A deep-learning approach for predicting oscillating motion of liquid slugs in a closed-loop pulsating heat pipe

Abstract

This paper presents the very first application of a deep neural network (DNN) model to predict the oscillating motion of liquid slugs in a closed-loop pulsating heat pipe (CLPHP). The time-series data of the positions of liquid-vapor menisci are obtained from flow visualization using a high-speed camera: five liquid slugs in the 5-turn CLPHP are observed to have rapid oscillation with varying amplitude. Time-series analysis is conducted on the flow visualization results by employing the DNN model, which uses a Long Short-Term Memory (LSTM)-based encoder-decoder architecture as a sequence-to-sequence deep-learning framework.
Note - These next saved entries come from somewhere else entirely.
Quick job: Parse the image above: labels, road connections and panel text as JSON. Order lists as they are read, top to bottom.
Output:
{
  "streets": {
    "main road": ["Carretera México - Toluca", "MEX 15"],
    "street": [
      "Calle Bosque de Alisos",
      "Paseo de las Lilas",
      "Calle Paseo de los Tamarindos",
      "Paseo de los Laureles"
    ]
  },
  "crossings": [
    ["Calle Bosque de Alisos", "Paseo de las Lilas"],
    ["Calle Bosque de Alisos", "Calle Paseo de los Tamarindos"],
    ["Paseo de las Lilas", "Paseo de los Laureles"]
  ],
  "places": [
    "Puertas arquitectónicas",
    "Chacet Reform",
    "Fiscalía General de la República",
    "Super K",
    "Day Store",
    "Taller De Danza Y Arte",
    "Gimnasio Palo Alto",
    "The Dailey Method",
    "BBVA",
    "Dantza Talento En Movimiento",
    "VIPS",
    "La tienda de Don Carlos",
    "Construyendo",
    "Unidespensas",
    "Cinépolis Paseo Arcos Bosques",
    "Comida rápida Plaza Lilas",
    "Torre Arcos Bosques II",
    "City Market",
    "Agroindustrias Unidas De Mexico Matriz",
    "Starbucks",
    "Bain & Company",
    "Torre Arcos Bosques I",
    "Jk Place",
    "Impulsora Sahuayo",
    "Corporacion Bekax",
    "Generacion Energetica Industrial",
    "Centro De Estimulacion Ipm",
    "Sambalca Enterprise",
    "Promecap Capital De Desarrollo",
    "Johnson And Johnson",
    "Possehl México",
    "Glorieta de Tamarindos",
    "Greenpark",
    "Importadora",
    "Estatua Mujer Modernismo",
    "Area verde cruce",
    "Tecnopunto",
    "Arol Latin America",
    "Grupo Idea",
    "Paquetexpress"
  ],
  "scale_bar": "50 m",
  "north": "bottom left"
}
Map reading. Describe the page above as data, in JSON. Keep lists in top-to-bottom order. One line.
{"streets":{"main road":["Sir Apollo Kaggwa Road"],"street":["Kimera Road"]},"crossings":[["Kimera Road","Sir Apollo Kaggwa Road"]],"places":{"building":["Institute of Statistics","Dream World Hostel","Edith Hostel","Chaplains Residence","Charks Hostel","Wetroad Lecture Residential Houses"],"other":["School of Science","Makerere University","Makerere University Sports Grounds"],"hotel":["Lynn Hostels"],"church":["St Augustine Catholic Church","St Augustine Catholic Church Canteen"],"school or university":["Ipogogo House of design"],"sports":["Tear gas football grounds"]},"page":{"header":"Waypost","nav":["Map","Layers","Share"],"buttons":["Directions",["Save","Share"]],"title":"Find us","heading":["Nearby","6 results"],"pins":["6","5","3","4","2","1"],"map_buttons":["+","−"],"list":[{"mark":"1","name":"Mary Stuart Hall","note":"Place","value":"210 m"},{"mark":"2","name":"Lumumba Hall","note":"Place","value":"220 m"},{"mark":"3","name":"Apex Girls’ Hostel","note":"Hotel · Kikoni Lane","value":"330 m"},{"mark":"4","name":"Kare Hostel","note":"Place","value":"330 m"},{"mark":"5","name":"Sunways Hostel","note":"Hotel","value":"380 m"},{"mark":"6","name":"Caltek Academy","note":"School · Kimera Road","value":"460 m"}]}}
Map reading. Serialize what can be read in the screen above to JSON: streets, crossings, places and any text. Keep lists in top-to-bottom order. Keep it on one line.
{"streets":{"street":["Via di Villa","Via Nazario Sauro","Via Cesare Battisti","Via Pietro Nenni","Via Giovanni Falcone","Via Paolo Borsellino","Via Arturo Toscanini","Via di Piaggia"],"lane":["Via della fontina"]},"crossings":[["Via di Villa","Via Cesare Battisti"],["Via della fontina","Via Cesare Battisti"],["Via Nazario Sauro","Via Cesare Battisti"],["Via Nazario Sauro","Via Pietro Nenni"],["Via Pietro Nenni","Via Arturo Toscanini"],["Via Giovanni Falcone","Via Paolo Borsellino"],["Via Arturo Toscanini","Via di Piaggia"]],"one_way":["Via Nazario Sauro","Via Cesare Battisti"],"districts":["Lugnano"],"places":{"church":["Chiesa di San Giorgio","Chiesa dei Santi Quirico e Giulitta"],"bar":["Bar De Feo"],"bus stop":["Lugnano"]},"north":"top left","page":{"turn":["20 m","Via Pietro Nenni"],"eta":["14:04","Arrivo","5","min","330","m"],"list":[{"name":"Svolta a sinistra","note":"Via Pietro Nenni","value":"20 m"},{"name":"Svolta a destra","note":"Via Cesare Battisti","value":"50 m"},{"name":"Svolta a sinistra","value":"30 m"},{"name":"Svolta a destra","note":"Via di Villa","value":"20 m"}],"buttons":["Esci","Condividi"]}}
From the model, the position of each meniscus is predicted with a single input data of its own (univariate prediction) or with multiple input data of all the menisci (multivariate prediction): It is shown that the predicted values match closely with the measured values for both univariate and multivariate predictions. To quantitatively examine the prediction performance, the average volumetric fraction in the condenser section, a major parameter for the thermal performance of the CLPHP, is calculated using the predicted values of positions of menisci. This model is found to be accurate to within ± 30% in predicting the average volumetric fraction for both univariate and multivariate cases. This study sheds new light on analyzing the dynamics of the complex oscillating motion in pulsating heat pipes.